In statistics, we have studied the classification of data into a grouped and ungrouped frequency distribution. These data can be pictorially represented using different graphs such as bar graphs, frequency polygons and histograms and so on. Also, we know that the three measures of central tendencies are mean, median and mode. In this article, we will discuss how to find the mean of the grouped data using different methods such as direct method, assumed mean method and step deviation method with many solved examples.

Table of Contents:

What is Meant by Mean in Statistics?

The mean or the average of the given observations is defined as the sum of the values of all the observations divided by the total number of observations. The mean of the data is generally represented by the notation x̄. If x₁, x₂, x₃, …x_n are the number of observations with respective frequencies f₁, f₂, f₃, … f_n, then

The sum of observations = f₁x₁+ f₂x₂ + f₃x₃ + ….+ f_nx_n.

The total number of observations = f₁+f₂+… + f_n.

Therefore, the mean of the data, x̄ = (f₁x₁+ f₂x₂ + f₃x₃ + ….+ f_nx_n)/ ( f₁+f₂+… + f_n).

In short, the above form can be represented using the summation (Σ).

\(\begin{array}{l}\bar{x}=\frac{\sum_{i=1}^{n}f_{i}x_{i}}{\sum_{i=1}^{n}f_{i}}\end{array} \)

Where, “i” varies from 1 to n.

Now, let us discuss how to find the mean of the given data using the above formula,

Example:

The marks scored by 30 students of class 10 of a certain school in the Maths paper consisting of 100 marks is given below in the tabular form. Find the mean of the marks obtained by the class 10 students.

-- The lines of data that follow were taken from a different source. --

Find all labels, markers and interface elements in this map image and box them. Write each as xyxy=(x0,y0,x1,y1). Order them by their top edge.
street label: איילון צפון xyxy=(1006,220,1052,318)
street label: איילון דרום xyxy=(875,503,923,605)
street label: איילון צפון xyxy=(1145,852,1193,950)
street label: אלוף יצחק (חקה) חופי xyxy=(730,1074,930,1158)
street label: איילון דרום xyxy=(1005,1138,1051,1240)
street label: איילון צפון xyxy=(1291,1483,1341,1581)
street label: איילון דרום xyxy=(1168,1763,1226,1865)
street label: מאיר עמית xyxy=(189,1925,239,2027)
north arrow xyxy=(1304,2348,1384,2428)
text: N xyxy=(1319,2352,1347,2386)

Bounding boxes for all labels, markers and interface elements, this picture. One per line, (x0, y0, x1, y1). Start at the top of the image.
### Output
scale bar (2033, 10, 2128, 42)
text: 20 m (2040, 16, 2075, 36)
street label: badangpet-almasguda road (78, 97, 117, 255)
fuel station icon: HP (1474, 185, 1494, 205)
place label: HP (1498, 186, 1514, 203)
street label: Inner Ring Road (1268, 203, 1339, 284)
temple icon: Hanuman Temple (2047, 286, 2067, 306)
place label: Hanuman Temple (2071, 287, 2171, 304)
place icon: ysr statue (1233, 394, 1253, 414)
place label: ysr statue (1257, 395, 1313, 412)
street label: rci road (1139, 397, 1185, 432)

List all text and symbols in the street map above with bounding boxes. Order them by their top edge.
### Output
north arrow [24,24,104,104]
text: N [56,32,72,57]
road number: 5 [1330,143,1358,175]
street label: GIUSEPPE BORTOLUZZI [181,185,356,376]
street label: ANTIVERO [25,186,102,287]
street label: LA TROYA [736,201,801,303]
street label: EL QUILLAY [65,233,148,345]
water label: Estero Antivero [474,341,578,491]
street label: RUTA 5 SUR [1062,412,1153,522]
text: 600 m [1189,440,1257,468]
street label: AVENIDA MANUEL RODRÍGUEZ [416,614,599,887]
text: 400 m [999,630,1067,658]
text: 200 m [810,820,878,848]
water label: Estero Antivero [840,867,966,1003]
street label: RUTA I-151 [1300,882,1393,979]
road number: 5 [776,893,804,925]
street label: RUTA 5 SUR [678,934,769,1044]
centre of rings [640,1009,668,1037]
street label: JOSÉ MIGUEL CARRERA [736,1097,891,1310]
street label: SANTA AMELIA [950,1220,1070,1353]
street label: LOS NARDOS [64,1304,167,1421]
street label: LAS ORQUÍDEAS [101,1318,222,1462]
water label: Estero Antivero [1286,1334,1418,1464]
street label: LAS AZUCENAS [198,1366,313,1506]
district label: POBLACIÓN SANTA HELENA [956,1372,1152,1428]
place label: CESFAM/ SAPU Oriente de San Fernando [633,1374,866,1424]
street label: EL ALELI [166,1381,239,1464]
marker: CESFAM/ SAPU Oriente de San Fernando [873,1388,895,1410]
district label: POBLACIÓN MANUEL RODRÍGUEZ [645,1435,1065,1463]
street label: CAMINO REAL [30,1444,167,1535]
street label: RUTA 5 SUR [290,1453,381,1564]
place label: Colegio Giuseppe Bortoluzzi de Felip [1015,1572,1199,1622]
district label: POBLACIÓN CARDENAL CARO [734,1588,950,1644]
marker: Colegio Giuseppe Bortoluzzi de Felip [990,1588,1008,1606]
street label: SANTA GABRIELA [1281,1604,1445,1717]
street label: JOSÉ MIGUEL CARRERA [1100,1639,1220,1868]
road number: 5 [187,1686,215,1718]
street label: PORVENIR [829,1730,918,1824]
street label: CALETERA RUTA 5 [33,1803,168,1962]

Marks obtained (x_i)	10	20	36	40	50	56	60	70	72	80	88	92	95
Number of students (f_i)	1	1	3	4	3	2	4	4	1	1	2	3	1

Solution:

To find the mean of the marks obtained by the students in the Mathematics paper, we need to find the product of each x_i and their corresponding frequency f_i.

Marks Obtained (x_i)	Number of students (f_i)	f_ix_i
10	1	10
20	1	20
36	3	108
40	4	160
50	3	150
56	2	112
60	4	240
70	4	280
72	1	72
80	1	80
88	2	176
92	3	276
95	1	95
Total	Σf_i = 30	Σf_ix_i = 1779

Table 1

Thus, by using the formula,

\(\begin{array}{l}\bar{x}=\frac{\sum_{i=1}^{n}f_{i}x_{i}}{\sum_{i=1}^{n}f_{i}}\end{array} \)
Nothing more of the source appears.